En réclamant pour l'indépendance et la dignité de notre Ordre, je ne pouvais espérer de recommandation plus respectable que celle d'un homme qui, dans toute sa carrière, a donné l'exemple de la plus généreuse indépendance, et qui représente si bien en sa personne la dignité du véritable avocat. Je suis avec la plus haute considération, etc. A. DAVIEL

« Vous debvez vous efforcer de conserver à notre Ordre » le rang et l'honneur que nos ancestres luy ont acquis » par leurs mérites et par leurs travaux, pour le rendre à >> vos successeurs. » La première lecture de l'ordonnance du 20 novembre 1822 me rappela vivement ce conseil de Loysel, dans son Dialogue des advocats, et pour qu'une protestation bien légitime suivît de près la publication d'un règlement si contraire à l'indépendance de l'Ordre des avocats, réunissant tous les documens qui attestent les anciennes franchises du barreau afin de les opposer aux dispositions d'une 'ordonnance qui, sous ombre de rétablir les vieux usages, ajoute de nouvelles entraves au règlement impérial de 1810, j'eus bientôt terminé mon examen. Dès le 1er décembre il était aux mains de Me. Dupin, dont je désirais que le nom prêtât à cet écrit une autorité qu'il ne pouvait recevoir du mien.

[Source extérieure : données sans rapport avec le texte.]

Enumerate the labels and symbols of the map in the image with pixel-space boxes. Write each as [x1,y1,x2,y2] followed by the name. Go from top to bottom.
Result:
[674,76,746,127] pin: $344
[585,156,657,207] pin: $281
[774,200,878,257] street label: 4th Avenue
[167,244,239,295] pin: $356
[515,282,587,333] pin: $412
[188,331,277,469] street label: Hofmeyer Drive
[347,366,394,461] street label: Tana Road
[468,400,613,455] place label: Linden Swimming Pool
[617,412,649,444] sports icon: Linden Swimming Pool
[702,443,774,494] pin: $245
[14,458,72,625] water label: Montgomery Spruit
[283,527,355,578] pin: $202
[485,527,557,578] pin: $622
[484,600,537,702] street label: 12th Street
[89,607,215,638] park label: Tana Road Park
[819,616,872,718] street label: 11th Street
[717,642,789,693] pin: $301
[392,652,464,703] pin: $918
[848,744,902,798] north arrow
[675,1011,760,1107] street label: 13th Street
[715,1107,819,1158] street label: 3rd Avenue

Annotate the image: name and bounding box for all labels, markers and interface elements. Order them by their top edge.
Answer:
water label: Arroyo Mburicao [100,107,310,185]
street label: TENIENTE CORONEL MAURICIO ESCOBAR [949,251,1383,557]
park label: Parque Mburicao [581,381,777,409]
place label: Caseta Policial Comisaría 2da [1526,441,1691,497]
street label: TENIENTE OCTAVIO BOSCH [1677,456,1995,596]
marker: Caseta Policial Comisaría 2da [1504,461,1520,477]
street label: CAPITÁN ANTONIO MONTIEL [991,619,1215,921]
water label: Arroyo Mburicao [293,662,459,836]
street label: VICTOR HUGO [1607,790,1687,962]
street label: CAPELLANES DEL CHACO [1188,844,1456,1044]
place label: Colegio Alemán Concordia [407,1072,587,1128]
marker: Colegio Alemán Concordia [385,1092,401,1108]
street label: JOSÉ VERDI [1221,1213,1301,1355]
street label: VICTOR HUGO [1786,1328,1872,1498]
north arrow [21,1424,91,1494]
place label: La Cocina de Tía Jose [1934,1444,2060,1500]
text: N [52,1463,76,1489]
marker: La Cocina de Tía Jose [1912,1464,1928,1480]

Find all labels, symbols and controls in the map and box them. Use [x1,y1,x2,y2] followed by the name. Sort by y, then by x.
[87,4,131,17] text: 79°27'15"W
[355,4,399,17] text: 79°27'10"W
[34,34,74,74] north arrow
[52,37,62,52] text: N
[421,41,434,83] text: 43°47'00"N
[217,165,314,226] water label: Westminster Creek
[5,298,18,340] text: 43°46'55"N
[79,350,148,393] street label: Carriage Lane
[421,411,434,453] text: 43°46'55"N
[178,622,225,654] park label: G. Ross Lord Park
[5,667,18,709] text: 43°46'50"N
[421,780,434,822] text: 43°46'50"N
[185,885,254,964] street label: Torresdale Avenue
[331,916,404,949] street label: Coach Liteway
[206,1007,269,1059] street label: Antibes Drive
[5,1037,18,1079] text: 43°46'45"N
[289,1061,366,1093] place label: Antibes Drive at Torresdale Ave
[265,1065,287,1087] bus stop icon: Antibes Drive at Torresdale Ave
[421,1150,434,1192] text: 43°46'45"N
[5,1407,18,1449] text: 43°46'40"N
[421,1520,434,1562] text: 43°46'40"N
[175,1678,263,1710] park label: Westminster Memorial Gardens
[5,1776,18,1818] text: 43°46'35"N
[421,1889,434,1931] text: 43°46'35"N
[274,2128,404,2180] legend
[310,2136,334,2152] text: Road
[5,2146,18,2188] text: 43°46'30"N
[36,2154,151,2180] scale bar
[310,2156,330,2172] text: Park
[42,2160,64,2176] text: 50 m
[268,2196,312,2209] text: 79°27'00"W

Mon dessein surtout devait plaire à un avocat si instruit de l'histoire de notre Ordre et pénétré des droits de la libre défense. Sa bienveillante approbation acheva de me décider; et l'on vit un simple stagiaire, armé il est vrai de preuves irrécusables, s'inscrire en faux, au nom de tous ses confrères, contre sa Grandeur Monseigneur le Garde des Sceaux de France, comte de Peyronnet, qui, dans le rapport au roi qui précède l'ordonnance, exaltant son œuvre dans les termes les plus magnifiques, avait si étrangement annoncé que le barreau lui devrait la restitution de ses antiques libertés.

Ma présomption a été bien justifiée lorsque, après la chute du ministère dont ce règlement n'était pas l'acte le moins déplorable, presque tous les barreaux de France ont adressé à la chancellerie des réclamations où sont consignés les griefs que j'avais, non pas aperçus le premier, mais le premier signalés (1).

(1) Les conclusions de la réclamation du barreau de Paris, signée par cent vingt-trois avocats, au premier rang desquels figurent MM. Delacroix Frainville et Tripier, ont été insérées dans la Gazette des Tribunaux, du 4 décembre 1828.